** TRY IT **
Across the whole listing, filter for the string "stream" and copy every line that has it.

——————————

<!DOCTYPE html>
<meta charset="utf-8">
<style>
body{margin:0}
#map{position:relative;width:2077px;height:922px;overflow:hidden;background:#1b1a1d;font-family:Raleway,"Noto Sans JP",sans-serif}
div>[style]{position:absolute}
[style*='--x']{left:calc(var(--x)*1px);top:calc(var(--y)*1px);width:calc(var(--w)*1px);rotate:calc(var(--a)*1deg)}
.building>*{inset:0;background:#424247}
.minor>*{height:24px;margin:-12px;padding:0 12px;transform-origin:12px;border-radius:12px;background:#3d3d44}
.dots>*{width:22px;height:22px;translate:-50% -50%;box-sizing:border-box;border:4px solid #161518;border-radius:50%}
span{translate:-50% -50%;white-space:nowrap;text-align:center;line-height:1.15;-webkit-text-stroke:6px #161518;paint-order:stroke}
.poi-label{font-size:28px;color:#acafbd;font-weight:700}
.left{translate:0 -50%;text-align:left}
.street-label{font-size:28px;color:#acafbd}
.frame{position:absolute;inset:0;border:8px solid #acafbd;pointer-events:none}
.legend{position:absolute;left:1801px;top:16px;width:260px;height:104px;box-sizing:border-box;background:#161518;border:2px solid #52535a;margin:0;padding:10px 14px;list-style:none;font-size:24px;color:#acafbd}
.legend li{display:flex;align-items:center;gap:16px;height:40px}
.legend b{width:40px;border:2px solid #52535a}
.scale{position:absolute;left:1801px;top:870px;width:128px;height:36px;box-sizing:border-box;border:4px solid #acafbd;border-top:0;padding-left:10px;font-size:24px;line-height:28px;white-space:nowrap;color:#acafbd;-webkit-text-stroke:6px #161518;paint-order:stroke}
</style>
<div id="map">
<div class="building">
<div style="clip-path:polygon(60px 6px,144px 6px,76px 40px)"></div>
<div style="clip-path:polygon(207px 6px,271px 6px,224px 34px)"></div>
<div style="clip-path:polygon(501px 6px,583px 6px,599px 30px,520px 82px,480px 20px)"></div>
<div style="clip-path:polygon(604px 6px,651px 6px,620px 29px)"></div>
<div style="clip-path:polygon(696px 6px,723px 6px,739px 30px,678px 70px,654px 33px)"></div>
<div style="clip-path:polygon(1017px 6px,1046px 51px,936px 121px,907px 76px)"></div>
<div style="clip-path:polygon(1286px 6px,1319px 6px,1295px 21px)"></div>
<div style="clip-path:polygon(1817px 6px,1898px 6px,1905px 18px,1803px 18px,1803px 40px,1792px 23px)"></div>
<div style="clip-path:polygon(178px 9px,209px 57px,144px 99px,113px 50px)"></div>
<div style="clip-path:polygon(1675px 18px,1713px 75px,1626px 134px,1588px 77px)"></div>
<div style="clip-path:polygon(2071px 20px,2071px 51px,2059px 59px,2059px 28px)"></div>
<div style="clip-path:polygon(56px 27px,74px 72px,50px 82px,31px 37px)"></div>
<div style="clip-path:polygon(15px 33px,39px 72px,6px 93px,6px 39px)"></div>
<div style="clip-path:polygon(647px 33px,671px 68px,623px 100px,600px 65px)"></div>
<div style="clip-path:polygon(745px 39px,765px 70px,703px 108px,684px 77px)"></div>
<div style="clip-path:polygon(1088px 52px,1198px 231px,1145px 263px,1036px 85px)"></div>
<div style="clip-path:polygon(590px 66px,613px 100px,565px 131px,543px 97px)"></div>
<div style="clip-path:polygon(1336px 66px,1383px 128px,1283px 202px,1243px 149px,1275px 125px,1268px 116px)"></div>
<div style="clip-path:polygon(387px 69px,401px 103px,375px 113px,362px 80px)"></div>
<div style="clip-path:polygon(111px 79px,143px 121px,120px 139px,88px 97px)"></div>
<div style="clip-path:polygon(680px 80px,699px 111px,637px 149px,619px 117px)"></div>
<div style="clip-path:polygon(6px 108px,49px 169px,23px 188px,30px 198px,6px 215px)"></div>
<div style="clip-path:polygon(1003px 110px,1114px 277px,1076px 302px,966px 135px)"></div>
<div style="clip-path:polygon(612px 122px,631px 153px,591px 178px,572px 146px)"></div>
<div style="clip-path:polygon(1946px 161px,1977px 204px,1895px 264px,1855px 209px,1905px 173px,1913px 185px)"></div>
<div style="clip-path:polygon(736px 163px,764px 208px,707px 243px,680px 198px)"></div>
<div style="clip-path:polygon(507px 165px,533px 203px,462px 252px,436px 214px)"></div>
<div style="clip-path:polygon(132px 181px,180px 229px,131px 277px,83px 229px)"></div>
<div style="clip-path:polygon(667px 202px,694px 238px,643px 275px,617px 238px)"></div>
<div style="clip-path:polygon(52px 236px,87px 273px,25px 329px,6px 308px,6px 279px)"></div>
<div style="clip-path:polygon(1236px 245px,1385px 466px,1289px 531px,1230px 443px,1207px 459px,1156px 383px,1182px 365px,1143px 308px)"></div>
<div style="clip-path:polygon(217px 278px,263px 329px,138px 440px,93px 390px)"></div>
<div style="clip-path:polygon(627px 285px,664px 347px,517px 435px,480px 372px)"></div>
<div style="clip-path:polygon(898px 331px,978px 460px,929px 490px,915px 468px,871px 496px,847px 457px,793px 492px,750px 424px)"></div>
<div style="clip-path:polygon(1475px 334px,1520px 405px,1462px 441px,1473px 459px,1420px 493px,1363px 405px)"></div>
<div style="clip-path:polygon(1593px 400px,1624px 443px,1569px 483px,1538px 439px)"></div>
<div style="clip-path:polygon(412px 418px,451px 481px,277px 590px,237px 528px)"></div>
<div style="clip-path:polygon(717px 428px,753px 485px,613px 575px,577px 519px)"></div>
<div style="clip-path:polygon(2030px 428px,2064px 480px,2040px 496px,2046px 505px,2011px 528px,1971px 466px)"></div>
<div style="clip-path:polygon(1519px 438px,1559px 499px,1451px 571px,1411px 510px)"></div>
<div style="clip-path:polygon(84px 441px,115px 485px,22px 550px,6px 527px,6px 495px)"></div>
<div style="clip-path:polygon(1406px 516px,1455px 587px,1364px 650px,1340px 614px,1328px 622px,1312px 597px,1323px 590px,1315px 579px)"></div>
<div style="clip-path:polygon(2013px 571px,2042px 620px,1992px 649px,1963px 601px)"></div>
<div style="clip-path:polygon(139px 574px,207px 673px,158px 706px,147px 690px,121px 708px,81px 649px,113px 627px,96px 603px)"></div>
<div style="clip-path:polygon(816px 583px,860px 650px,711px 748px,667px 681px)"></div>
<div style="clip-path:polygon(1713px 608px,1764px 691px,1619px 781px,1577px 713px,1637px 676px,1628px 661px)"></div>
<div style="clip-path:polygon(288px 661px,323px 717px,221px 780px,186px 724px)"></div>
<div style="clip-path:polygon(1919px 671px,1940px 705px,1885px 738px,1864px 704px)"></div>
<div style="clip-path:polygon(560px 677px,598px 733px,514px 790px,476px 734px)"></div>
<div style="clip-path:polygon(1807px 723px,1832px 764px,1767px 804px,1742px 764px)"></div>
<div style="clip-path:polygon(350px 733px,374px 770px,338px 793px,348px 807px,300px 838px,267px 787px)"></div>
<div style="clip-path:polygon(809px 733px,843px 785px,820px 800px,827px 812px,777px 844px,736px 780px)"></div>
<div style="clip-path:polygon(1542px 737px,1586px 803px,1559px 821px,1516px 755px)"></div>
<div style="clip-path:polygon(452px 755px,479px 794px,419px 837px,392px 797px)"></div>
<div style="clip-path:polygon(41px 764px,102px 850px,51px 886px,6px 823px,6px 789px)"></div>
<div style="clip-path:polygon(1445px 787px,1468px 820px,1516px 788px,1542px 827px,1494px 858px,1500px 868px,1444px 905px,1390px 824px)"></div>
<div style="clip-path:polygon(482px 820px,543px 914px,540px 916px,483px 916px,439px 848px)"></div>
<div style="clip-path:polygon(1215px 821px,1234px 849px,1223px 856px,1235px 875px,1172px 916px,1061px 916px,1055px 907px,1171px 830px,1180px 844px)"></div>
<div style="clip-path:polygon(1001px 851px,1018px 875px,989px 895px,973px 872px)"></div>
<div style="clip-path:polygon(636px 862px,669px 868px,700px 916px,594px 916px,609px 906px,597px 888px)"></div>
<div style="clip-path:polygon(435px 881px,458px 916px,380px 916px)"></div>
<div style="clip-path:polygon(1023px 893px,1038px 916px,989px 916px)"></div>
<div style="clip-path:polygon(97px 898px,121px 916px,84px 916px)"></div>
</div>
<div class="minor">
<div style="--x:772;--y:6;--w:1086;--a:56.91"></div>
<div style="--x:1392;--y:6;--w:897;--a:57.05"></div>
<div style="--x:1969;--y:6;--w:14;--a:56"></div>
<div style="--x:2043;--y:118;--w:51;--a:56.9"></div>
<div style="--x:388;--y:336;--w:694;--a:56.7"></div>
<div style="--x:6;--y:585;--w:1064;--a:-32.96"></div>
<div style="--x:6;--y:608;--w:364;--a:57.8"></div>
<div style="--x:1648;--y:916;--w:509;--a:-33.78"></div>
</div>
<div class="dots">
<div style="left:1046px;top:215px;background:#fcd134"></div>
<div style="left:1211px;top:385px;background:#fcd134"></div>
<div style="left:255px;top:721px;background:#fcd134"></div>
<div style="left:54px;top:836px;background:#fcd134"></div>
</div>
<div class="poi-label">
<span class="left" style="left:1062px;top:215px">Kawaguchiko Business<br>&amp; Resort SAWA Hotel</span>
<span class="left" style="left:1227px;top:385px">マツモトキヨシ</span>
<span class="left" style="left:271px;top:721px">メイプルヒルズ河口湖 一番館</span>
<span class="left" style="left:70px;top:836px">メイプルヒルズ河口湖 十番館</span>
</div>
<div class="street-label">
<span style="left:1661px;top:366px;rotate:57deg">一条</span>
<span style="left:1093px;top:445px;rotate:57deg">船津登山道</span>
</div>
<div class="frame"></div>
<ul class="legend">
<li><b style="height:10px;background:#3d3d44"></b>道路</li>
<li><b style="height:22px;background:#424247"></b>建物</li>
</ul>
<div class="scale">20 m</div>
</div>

——————————

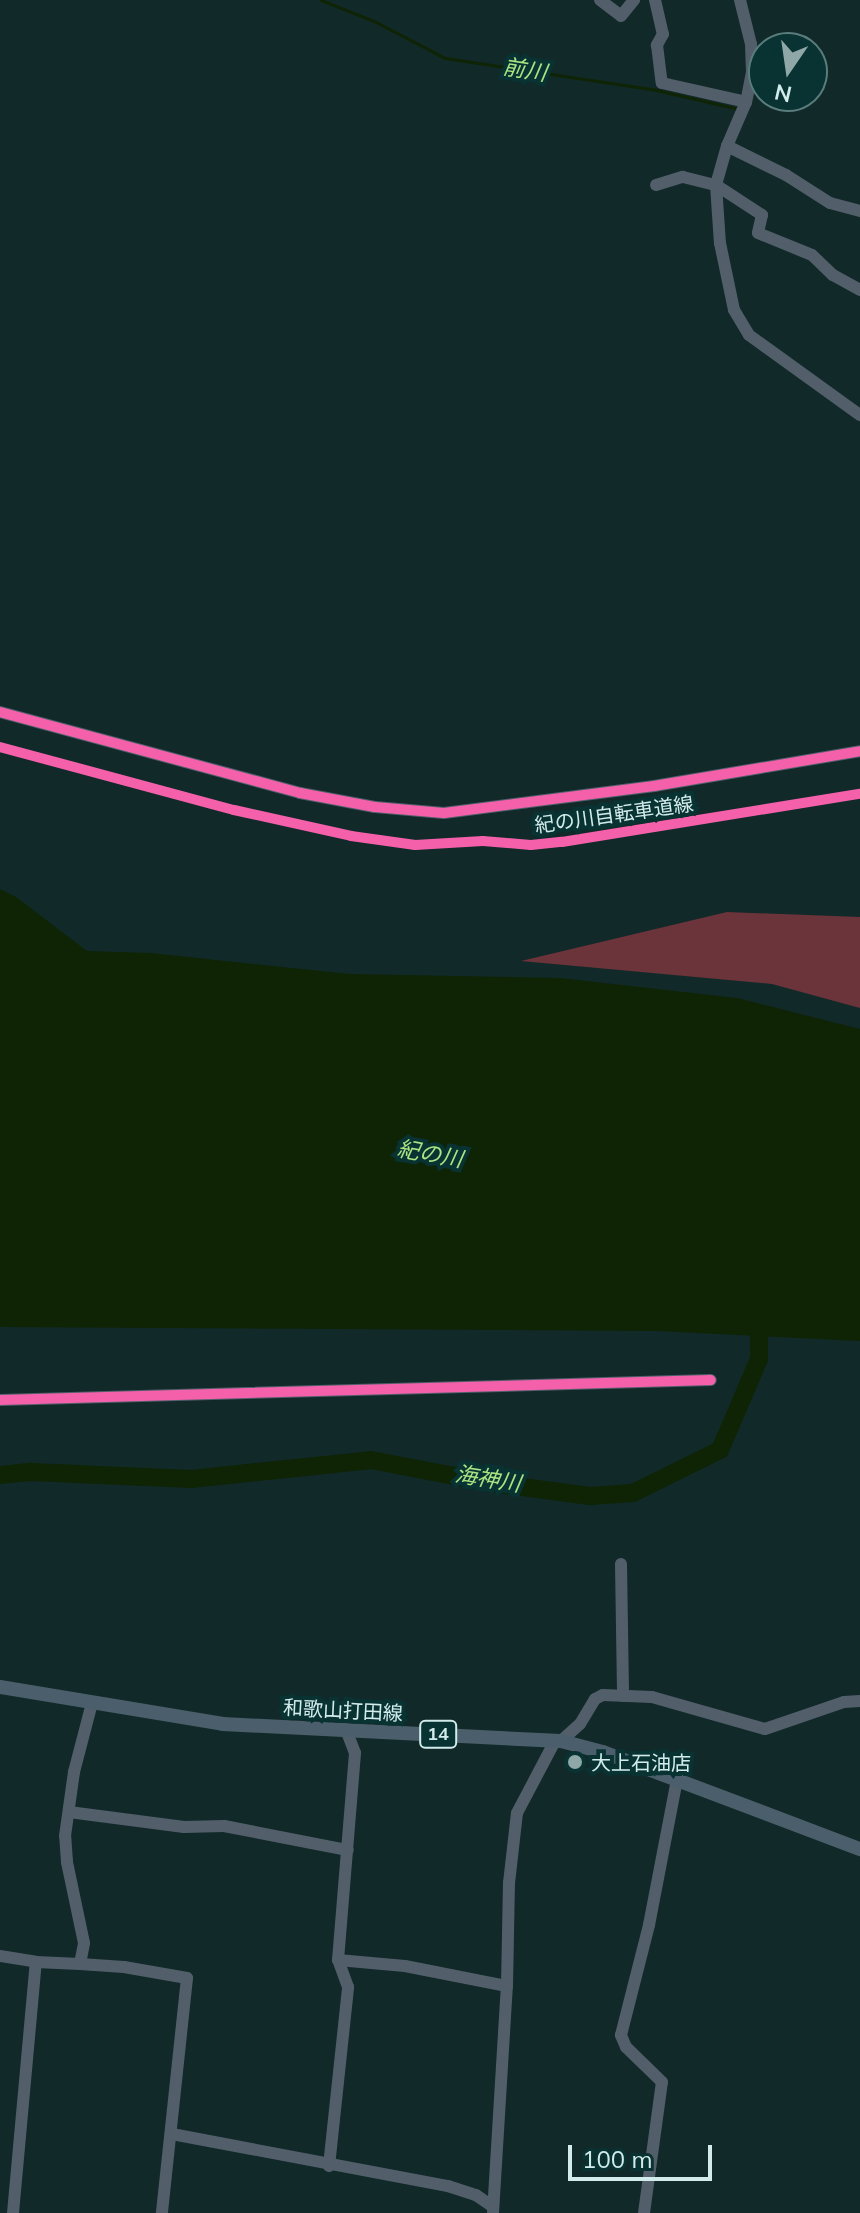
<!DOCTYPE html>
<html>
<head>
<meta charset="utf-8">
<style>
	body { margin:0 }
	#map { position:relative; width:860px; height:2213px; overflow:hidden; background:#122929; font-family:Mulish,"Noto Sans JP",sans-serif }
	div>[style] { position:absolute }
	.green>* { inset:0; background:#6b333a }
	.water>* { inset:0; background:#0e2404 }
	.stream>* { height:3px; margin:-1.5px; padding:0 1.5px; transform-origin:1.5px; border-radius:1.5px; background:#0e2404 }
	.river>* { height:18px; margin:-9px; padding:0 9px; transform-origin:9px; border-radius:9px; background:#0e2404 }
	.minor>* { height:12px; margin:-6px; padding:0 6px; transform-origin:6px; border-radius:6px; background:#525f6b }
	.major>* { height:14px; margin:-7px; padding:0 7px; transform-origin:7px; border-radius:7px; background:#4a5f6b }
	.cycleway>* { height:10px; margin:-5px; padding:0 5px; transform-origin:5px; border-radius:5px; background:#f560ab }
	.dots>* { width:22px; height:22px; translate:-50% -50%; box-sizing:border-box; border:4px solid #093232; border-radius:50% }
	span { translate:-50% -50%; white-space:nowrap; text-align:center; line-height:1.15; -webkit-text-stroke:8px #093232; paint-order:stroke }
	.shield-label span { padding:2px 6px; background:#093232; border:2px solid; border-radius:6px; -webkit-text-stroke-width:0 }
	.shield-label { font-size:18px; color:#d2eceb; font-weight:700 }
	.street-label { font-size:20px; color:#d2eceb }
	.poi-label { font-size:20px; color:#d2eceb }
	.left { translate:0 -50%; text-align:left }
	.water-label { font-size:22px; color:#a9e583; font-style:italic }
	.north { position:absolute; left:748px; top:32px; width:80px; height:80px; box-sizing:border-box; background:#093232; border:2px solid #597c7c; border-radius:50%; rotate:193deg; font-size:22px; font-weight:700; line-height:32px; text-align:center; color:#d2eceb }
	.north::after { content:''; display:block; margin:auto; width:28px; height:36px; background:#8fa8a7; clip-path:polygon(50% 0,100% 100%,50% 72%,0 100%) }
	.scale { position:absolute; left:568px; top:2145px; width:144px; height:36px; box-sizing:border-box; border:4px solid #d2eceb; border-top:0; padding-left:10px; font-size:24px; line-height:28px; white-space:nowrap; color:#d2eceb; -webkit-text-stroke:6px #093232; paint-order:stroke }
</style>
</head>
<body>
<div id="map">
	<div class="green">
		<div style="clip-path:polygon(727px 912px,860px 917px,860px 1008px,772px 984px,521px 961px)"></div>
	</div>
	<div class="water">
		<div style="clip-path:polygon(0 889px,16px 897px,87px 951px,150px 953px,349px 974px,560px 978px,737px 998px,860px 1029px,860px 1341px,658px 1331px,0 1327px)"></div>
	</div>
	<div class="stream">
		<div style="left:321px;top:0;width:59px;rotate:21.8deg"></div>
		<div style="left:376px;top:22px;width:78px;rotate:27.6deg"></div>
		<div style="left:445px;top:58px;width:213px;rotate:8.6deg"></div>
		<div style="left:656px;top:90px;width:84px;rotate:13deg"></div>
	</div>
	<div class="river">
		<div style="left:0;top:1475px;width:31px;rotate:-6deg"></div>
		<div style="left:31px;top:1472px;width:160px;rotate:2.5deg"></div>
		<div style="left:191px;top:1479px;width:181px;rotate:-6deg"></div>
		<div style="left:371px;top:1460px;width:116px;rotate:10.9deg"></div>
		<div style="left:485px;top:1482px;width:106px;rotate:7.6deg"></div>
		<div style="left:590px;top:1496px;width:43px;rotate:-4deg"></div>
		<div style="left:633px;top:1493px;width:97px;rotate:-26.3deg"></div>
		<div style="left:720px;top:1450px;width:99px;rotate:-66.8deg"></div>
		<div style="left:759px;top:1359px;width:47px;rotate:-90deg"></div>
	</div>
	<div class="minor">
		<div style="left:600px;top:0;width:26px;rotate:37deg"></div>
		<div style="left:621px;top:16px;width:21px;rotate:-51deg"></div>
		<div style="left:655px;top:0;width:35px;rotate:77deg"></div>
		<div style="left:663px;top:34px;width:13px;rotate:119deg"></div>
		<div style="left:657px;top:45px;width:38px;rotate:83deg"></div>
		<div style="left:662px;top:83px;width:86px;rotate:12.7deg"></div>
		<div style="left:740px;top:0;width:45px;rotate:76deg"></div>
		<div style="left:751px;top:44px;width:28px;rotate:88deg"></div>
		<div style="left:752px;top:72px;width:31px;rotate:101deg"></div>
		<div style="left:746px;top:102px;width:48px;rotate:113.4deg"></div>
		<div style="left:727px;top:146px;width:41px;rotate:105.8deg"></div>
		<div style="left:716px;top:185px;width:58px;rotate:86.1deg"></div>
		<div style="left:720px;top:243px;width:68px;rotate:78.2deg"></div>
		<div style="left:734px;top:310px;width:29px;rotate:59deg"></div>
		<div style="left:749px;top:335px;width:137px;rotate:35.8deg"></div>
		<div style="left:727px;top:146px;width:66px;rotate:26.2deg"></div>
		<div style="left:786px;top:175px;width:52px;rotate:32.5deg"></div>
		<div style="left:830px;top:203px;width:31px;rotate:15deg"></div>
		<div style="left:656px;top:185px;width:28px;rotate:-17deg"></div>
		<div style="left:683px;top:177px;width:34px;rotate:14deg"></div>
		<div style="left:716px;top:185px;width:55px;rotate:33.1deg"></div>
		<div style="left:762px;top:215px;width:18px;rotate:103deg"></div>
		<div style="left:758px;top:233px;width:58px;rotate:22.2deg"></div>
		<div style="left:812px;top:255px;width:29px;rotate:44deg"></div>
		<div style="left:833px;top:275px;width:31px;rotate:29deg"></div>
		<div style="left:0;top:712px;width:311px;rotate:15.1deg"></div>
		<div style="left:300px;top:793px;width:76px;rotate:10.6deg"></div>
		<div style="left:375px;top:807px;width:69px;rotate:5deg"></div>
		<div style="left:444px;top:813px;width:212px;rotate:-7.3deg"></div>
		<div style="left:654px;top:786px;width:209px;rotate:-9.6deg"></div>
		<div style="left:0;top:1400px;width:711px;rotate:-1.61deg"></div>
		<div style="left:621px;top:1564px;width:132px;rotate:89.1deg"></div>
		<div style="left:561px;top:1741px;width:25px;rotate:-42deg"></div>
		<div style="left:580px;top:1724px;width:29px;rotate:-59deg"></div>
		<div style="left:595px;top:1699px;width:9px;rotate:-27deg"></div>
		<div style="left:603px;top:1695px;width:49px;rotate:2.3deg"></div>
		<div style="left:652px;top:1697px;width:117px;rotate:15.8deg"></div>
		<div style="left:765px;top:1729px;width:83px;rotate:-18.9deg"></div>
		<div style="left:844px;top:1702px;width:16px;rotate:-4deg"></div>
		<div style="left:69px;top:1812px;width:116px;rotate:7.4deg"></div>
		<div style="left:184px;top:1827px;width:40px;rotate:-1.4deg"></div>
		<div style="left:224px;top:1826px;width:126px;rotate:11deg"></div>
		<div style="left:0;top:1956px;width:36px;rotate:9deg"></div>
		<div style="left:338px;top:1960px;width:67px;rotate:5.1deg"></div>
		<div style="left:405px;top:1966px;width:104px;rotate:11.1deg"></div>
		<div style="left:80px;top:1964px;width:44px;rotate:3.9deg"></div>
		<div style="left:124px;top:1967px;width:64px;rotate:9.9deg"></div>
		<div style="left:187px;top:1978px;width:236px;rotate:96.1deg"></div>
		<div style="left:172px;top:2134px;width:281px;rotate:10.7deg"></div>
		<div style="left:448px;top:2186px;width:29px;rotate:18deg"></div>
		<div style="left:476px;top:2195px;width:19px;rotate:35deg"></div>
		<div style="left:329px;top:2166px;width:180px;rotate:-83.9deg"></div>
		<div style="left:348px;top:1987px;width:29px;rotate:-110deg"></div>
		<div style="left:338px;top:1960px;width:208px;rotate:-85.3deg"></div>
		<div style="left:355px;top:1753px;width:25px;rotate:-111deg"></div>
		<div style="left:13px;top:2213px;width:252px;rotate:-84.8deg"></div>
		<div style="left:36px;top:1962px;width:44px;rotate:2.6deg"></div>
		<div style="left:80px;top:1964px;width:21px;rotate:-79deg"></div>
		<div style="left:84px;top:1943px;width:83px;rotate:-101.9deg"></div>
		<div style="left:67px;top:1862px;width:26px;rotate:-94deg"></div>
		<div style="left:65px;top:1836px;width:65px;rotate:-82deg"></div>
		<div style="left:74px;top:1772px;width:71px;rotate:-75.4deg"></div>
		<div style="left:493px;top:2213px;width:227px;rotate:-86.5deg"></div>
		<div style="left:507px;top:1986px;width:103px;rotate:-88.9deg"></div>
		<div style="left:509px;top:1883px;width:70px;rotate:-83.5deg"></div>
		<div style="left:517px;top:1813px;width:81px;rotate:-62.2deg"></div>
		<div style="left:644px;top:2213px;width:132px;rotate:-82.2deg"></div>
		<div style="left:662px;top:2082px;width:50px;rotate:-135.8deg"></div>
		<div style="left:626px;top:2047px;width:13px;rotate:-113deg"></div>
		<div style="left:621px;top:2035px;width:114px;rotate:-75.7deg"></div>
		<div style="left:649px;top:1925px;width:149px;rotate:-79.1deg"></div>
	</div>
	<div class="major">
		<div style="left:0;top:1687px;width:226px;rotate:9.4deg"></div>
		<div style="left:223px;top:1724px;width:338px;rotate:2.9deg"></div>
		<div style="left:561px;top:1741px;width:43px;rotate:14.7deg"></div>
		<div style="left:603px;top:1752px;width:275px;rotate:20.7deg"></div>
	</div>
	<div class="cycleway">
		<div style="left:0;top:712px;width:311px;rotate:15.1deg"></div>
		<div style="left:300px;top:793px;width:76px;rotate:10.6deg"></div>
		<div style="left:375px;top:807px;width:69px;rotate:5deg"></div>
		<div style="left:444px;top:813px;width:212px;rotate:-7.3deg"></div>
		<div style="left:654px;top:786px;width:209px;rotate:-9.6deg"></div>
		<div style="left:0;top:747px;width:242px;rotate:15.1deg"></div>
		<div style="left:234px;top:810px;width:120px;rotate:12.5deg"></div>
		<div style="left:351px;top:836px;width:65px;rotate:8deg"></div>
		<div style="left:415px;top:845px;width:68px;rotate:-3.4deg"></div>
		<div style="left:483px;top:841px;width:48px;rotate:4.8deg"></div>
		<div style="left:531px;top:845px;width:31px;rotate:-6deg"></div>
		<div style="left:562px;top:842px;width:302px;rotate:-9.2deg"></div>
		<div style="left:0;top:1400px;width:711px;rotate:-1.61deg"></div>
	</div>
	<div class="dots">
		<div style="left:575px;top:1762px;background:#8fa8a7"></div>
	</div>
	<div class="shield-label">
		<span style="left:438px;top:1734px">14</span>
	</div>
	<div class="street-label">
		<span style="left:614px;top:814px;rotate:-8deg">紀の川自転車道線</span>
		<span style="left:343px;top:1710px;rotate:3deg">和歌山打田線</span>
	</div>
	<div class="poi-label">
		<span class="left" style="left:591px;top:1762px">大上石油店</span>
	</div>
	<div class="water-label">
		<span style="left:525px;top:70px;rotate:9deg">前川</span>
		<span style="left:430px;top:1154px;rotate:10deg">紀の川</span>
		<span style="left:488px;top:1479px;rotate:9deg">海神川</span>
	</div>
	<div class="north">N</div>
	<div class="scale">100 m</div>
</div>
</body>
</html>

——————————

** EXERCISE ANSWER **
	.stream>* { height:3px; margin:-1.5px; padding:0 1.5px; transform-origin:1.5px; border-radius:1.5px; background:#0e2404 }
	<div class="stream">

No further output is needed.